In my Real Analysis book, it says a set $S$ is finite if there exists a bijection, $\exists n \in \mathbb{N}$, $f: \{1,2,3,...,n\} \rightarrow S$. Then it says that if a set is not finite, it is said to be infinite.

I was wondering if another way to define an infinite set is if there exists a bijection between another infinite set $S'$ and $S$.

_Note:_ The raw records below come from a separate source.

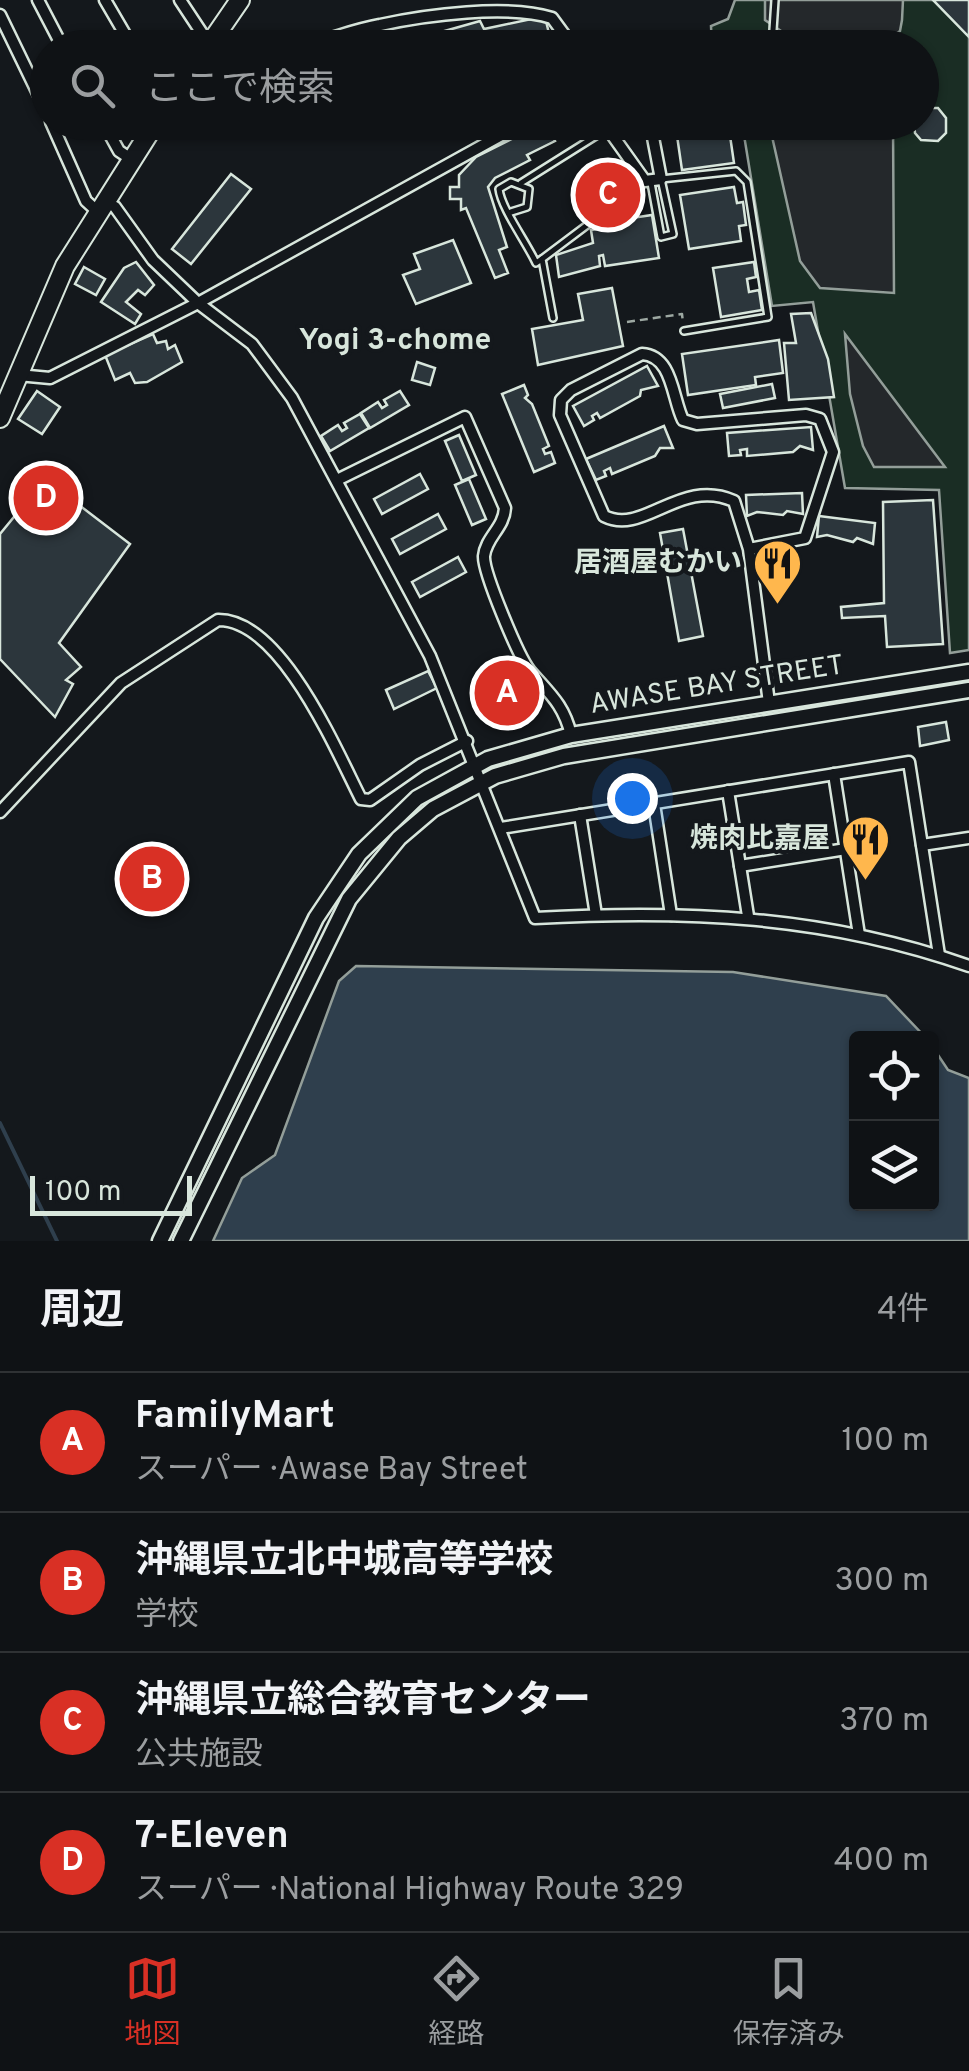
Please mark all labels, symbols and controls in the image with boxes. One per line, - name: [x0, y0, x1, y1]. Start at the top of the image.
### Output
- search box: [30, 30, 939, 140]
- icon: search: [65, 58, 120, 113]
- text: ここで検索: [145, 66, 335, 115]
- pin: C: [576, 158, 640, 232]
- district label: Yogi 3-chome: [299, 323, 491, 360]
- pin: D: [13, 460, 78, 536]
- restaurant icon: 居酒屋むかい: [751, 538, 803, 606]
- place label: 居酒屋むかい: [574, 546, 742, 582]
- street label: AWASE BAY STREET: [587, 648, 847, 724]
- pin: A: [474, 656, 540, 730]
- your location: [607, 773, 658, 824]
- restaurant icon: 焼肉比嘉屋: [839, 814, 891, 882]
- place label: 焼肉比嘉屋: [690, 822, 830, 858]
- pin: B: [120, 842, 184, 916]
- map controls: [849, 1031, 939, 1211]
- button: locate: [849, 1031, 939, 1121]
- button: layers: [849, 1121, 939, 1211]
- scale bar: [30, 1171, 192, 1216]
- text: 100 m: [45, 1175, 121, 1211]
- text: 周辺: [40, 1286, 124, 1339]
- text: 4件: [877, 1291, 929, 1331]
- text: FamilyMart: [135, 1393, 335, 1442]
- text: A: [61, 1422, 84, 1462]
- text: 100 m: [842, 1422, 929, 1462]
- text: スーパー · Awase Bay Street: [135, 1451, 528, 1491]
- text: 沖縄県立北中城高等学校: [135, 1538, 553, 1587]
- text: B: [61, 1562, 84, 1602]
- text: 300 m: [835, 1562, 929, 1602]
- text: 学校: [135, 1596, 199, 1636]
- text: 沖縄県立総合教育センター: [135, 1678, 591, 1727]
- text: C: [62, 1702, 83, 1742]
- text: 370 m: [839, 1702, 929, 1742]
- text: 公共施設: [135, 1736, 263, 1776]
- text: 7-Eleven: [135, 1813, 289, 1862]
- text: D: [61, 1842, 84, 1882]
- text: 400 m: [834, 1842, 929, 1882]
- text: スーパー · National Highway Route 329: [135, 1871, 684, 1911]
- tab: 地図: [124, 1951, 180, 2054]
- tab: 経路: [428, 1951, 485, 2054]
- tab: 保存済み: [733, 1951, 845, 2054]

• A set is indeed infinite if it is "equipotent" with a set otherwise known to be infinite. This is easy to prove by contradiction once you know that a composition of bijections is a bijection. Topology does not really have anything to do with that. – Ian Jan 30 '18 at 16:13
• Bijections preserve cardinality, so if you have a bijection between an infinite set a some set $S$ then $S$ is infinite. Topology is irrelevant. – Ethan Bolker Jan 30 '18 at 16:13

The simplest example, is that a set is said to be "countable" if there exists a bijection $f:\mathbb N \to X$.
You can ignore the "topological" part of the statement, as this has nothing to do with the elements of a topological space $Y$, and in fact, a topological space is a tuple $(Y,\tau)$, where $Y$ is the underlying set, which is the only important thing when construction bijections.